Ante un evento, el personal se divide en espectadores que aspiran a disfrutarlo y mandamases que aspiran a dirigirlo. Los primeros aguantan lo que les echen y los segundos pugnan por garantizarse el control del acto y la fama momentánea que otorga protagonizarlo. Llegado el momento, esta división de roles funciona pero, en la fase preparatoria, es inevitable la pugna entre quienes quieren protagonizarlo. En el evento de la cabalgata, la primera y más frecuente discusión es por quién será rey mago. Ediles de todos los colores, la mayoría republicanos, se pirran por encasquetarse una corona y ser munificientes con los caramelos siquiera una noche en esta época oscura de recortes sociales y bajos salarios.  Pero en ocasiones la pugna pretende un mayor alcance. Es lo que viene ocurriendo estos años en Madrid y sus barrios donde la derecha ha sentido en carne viva la pérdida de poder municipal. La razón de que hayan elegido las cabalgatas para ejercer una oposición tosca y desquiciada podría resultar grotesca si no fuera porque es un indicador de su indigencia intelectual y política. Se ve que el elegíaco no te lo perdonaré jamás, Manuela Carmena, de quien funge como una de las cabezas pensantes de la derecha  realmente existente, ha sentado un precedente navideño y podemos esperar que también una tradición, que, como la misma cabalgata, introduce variantes al albur del gusto del personal, y este año ha incluido amenazas por las redes sociales y una demanda judicial, que el juez ha desestimado, para dejar fuera una de las carrozas programadas. Pero ¡qué cansino y navideño resulta todo esto!
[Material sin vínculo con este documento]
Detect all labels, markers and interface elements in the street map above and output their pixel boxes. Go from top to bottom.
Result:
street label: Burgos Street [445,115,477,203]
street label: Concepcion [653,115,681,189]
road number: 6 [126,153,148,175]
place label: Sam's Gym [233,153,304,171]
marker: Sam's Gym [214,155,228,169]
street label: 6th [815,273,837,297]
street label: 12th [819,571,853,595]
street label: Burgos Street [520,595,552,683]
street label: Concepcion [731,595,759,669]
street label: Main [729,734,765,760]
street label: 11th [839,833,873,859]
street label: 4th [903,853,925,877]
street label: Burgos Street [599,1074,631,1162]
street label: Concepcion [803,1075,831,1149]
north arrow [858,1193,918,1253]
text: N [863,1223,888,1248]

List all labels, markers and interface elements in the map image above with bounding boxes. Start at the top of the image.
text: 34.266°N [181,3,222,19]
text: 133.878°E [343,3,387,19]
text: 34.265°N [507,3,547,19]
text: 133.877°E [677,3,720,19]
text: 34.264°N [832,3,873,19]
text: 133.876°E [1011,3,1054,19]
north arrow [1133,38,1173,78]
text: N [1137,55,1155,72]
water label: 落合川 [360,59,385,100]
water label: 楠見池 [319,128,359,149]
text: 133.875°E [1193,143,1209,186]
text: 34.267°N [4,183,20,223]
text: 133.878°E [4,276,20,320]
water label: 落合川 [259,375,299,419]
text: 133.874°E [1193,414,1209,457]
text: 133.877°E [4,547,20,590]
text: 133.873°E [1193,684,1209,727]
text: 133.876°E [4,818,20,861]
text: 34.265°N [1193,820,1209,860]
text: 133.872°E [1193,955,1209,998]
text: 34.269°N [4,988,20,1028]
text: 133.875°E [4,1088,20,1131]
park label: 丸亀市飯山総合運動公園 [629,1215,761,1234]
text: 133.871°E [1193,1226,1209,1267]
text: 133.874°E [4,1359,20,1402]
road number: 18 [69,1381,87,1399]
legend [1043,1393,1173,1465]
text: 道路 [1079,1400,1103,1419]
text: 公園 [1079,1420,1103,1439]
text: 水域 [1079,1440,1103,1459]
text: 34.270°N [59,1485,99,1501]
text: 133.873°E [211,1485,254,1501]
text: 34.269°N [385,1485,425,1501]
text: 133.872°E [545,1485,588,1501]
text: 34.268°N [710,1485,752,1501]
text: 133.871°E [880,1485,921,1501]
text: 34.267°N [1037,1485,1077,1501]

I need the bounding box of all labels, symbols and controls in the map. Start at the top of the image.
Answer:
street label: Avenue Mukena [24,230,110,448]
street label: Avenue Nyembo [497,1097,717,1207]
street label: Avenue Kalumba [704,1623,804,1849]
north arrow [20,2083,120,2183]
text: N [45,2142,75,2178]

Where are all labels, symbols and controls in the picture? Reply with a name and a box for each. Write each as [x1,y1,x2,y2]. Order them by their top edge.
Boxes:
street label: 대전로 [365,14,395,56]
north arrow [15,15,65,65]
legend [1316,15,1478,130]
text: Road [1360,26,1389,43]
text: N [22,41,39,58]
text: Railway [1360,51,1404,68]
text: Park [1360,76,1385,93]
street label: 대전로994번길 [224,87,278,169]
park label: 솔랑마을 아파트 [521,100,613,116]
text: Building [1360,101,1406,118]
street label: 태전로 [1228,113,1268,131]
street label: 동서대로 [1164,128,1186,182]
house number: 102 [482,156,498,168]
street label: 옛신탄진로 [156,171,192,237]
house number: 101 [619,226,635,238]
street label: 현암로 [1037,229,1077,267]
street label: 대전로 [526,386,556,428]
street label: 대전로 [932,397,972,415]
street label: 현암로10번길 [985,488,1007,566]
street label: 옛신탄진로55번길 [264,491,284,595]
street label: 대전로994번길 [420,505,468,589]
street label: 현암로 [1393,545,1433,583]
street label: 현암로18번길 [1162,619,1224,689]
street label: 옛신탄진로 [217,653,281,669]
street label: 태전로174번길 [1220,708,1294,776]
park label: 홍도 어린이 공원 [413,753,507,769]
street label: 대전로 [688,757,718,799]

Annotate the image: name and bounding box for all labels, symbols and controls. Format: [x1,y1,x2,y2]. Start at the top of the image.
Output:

Un recuerdo personal asalta cada año al escribidor por estas fechas y le alivia de la horrible vulgaridad que reina en la plaza pública. En la cabalgata de reyes de su infancia, mucho antes de que la cabalgata fuera un evento, el séquito del rey Baltasar estaba formado por una especie de tribu de negros salvajes del África ecuatorial, según el estereotipo difundido por los tebeos de la época. Los actores eran mozos del pueblo ataviados con leotardos, camisetas y verdugos negros, el rostro tiznado, tocados de plumas y provistos de lanzas y escudos de cartón pintarrajeados, que saltaban, aullaban y fingían amenazar a los espectadores apostados en las aceras. Al niño le producían un miedo genuino, de la forma experimental que sienten el miedo los niños sabiéndose protegidos. En algún momento, alguien debió pensar que aquella comparsa era políticamente incorrecta y la hizo desaparecer de la cabalgata y hoy deben ser muy pocos los que se acuerdan de ella; uno es el circunspecto Quirón que ofició de salvaje un año.